▸ GOAL OF THE EXERCISE: Retrieve every line of the data holding the word "Broadway".

[Collected data entries]
+---+
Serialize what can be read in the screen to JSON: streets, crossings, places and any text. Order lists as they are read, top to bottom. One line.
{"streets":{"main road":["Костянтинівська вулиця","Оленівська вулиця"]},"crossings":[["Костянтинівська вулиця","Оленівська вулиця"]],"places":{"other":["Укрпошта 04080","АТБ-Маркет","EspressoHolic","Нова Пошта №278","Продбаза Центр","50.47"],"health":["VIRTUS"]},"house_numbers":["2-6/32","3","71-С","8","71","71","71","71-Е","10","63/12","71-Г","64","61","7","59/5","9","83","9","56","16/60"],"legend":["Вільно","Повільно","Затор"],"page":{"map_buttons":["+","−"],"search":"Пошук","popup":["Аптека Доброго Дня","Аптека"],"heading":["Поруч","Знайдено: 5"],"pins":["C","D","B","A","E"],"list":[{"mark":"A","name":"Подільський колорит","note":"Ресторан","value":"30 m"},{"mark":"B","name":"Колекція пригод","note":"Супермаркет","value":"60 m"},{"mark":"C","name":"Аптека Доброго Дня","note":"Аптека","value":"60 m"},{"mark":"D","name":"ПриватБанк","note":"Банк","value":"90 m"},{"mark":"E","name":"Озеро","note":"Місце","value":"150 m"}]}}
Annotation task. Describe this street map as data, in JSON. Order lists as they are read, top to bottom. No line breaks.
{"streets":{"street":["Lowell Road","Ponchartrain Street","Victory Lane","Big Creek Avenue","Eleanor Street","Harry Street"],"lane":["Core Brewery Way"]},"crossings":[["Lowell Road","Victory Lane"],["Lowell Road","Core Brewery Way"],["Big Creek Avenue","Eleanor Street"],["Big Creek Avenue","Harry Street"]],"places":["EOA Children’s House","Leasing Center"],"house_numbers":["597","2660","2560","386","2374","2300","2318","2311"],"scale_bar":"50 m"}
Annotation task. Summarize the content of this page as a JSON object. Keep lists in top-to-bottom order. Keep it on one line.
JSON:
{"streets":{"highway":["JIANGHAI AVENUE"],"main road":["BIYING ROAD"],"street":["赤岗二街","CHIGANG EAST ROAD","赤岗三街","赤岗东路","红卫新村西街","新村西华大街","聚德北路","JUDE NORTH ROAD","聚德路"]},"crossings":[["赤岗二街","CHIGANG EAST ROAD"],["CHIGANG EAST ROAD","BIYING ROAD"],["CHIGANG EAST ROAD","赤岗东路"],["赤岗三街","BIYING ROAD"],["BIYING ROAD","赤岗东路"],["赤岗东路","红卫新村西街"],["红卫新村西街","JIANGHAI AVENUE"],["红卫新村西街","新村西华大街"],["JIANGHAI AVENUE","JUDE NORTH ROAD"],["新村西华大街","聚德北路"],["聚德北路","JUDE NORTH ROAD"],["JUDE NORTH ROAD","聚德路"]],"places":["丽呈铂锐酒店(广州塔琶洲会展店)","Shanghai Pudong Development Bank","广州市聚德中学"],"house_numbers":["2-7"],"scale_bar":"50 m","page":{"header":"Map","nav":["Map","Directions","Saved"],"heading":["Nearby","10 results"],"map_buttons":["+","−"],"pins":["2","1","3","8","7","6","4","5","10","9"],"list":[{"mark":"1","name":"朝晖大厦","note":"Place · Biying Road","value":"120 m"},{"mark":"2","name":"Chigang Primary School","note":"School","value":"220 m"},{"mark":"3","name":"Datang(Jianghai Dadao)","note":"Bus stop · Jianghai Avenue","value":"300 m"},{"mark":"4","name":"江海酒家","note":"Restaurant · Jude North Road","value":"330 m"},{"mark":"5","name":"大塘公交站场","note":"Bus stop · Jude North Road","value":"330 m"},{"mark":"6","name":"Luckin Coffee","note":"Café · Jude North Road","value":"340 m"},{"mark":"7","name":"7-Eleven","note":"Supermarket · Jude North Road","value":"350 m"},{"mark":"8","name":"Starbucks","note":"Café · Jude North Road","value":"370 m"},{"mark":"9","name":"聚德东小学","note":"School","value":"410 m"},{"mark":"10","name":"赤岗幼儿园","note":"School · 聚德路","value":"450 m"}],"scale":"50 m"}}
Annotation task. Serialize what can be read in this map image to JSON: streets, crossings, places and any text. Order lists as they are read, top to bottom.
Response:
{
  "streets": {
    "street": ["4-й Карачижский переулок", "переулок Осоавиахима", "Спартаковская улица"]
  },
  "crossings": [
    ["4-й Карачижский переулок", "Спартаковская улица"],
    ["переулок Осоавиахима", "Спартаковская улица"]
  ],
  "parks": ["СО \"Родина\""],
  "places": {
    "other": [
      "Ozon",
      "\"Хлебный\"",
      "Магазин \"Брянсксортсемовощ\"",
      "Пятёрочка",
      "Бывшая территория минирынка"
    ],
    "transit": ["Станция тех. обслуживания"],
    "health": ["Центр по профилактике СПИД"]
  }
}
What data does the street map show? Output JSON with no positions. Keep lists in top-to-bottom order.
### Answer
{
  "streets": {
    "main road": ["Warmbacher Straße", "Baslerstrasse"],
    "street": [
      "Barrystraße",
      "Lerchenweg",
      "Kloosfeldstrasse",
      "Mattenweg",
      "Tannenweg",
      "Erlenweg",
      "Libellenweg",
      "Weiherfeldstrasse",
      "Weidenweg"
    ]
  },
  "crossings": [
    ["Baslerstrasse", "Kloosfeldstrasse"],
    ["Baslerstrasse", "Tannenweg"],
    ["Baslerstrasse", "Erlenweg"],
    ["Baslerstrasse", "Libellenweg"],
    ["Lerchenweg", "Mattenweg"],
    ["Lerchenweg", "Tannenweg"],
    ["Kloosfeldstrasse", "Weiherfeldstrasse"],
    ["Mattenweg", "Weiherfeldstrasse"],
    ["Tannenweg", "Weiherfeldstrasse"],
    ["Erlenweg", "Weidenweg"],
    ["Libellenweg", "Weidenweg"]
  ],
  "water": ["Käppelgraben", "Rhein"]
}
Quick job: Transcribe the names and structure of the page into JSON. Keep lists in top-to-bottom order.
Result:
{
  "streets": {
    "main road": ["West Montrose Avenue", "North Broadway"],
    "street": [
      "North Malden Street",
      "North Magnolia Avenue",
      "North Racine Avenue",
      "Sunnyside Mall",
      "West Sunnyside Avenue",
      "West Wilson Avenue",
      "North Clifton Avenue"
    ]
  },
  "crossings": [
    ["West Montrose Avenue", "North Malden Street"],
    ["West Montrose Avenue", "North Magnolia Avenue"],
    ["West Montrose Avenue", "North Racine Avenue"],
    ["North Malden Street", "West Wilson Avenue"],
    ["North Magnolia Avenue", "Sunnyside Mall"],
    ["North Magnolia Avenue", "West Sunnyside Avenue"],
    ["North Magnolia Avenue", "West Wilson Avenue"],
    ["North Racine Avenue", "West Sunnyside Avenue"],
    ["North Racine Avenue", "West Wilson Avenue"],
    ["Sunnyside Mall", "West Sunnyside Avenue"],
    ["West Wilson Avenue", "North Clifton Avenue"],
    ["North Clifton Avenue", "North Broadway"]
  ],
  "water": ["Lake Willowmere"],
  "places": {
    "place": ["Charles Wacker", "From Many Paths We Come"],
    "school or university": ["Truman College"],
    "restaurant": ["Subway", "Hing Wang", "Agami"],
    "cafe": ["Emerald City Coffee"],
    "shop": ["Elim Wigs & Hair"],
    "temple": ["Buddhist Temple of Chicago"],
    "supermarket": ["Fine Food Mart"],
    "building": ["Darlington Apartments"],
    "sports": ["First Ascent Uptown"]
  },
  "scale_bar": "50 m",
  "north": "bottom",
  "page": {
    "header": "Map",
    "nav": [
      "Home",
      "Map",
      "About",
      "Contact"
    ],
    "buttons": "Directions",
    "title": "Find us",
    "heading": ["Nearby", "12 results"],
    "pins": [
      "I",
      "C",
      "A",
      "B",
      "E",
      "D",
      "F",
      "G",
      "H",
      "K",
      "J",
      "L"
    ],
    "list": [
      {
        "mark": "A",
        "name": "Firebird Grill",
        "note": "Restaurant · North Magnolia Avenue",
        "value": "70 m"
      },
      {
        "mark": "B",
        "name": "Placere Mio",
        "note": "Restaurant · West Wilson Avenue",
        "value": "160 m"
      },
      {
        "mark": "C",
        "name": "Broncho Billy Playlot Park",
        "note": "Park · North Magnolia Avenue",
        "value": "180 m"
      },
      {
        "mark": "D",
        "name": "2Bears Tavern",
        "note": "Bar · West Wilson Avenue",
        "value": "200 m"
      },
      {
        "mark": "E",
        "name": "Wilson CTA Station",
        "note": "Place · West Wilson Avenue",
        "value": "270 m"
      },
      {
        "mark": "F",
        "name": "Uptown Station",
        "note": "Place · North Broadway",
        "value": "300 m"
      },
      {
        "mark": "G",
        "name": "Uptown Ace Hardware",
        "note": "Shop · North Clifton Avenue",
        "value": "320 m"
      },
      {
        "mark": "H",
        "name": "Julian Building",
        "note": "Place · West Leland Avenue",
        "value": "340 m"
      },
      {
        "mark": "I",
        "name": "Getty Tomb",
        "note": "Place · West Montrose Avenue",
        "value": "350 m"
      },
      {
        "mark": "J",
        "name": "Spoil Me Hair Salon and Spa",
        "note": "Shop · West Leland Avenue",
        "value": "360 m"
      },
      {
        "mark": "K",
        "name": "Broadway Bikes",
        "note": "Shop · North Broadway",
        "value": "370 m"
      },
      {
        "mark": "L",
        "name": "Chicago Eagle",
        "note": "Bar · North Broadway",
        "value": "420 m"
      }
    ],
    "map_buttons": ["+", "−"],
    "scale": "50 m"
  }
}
+---+
▸ EXPECTED ANSWER:
    "main road": ["West Montrose Avenue", "North Broadway"],
    ["North Clifton Avenue", "North Broadway"]
        "note": "Place · North Broadway",
        "name": "Broadway Bikes",
        "note": "Shop · North Broadway",
        "note": "Bar · North Broadway",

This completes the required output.